= Naheere =

Religious practice of Syriac Orthodox Church

Naheere, commonly known as "Entrance to Heaven", is a practice in the Syriac Orthodox Church which includes a church sermon. It is celebrated on the eve of Monday during Holy Week (evening of Palm Sunday). The word 'Naheere" is Syriac (a dialect of Middle Aramaic) for light; the idea behind the practice is that, if one asks Jesus into one's heart, Jesus comes in and shows one the light, and one is accepted by his grace into heaven.

One of the things that the service centers around is the Parable of the Ten Virgins. This was told by Jesus to explain the entrance concept. Some Syriac prayers, which tell this story, are said.

==Church experience==
The church lights are off; the only light is from candles held by the congregation. The priest, the deacons and the altar boys do the sermon by the pews because the altar is "closed". After prayers in Syriac, telling of the parable as well as Jesus wandering in the desert, the sermon begins to close. Then the priest shouts thrice: moran, moran ftah lan tar3okh "O Lord, O Lord, open Thy door for us," after which the lights in the church are turned on and simultaneously the curtain is opened.

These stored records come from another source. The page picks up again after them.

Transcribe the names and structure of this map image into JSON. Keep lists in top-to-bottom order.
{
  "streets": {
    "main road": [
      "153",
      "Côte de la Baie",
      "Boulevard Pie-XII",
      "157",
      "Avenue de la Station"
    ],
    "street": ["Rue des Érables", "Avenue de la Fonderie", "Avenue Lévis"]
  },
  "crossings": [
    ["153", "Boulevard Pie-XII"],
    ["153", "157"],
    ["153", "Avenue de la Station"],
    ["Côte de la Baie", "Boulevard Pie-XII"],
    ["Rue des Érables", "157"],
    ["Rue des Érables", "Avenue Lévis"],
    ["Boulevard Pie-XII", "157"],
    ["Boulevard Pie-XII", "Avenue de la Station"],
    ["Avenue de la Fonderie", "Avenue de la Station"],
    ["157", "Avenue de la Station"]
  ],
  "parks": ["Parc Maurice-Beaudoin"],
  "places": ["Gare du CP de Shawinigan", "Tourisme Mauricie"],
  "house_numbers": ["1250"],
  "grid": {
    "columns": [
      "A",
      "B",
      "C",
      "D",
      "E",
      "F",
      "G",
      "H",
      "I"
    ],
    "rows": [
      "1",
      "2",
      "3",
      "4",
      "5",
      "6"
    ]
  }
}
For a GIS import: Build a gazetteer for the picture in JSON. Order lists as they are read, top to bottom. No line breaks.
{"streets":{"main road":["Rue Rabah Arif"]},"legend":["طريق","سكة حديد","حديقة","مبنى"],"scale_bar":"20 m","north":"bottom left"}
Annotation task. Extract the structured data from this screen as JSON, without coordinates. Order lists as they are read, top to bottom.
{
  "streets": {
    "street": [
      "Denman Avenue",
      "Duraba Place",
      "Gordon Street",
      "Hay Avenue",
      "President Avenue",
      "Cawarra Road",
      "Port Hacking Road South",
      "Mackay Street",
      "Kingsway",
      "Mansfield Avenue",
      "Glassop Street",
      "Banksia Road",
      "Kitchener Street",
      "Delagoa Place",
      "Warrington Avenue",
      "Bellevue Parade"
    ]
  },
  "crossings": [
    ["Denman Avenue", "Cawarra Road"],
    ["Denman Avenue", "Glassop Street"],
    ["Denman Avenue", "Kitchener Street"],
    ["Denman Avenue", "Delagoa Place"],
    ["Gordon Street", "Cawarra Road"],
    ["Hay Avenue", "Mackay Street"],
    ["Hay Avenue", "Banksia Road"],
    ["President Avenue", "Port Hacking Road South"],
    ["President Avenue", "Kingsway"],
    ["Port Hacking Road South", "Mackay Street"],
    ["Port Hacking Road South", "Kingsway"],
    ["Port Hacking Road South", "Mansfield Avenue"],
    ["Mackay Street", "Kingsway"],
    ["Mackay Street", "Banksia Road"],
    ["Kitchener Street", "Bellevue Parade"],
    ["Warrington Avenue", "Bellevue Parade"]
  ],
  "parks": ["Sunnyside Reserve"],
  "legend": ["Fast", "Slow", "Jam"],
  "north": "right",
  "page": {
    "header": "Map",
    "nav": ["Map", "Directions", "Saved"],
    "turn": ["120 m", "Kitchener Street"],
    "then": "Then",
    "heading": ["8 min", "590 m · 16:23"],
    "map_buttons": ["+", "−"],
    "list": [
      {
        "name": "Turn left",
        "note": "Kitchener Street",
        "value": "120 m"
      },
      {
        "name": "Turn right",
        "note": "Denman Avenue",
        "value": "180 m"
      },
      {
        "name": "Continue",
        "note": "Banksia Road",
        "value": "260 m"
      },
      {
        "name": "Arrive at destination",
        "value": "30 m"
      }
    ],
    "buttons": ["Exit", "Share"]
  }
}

== Prayers (common - from Syriac Orthodox resources) ==
===Qolo: Mshiho Natareh Lcidtokh===
Our Savior spoke in parables and proverbs.

He said that the Kingdom of Heaven is like the virgins;

Those who took the lamps and went out

To meet the bridegroom and the bride.

They all became drowsy and slept.

At midnight there was a shout,

"The bridegroom has arrived."

The wise ones entered with him,

And the foolish ones remained outside the door,

Crying and wailing, which no words can describe.

Listen via YouTube

===Qolo: Btarcokh Moran Noqeshno===
At Your door, O Lord, I knock,

And From Your treasury I ask for mercies.

I am a constant sinner and have turned aside from Your way.

Grant me to confess and renounce my sins,

And to live in Your grace.

At whose door, other than Yours,

Shall we knock, O Gracious Lord?

Whom do we have to plead with You on behalf of our transgressions,

If Your own mercy pleads not?

O King, Whom the kings worship and glorify.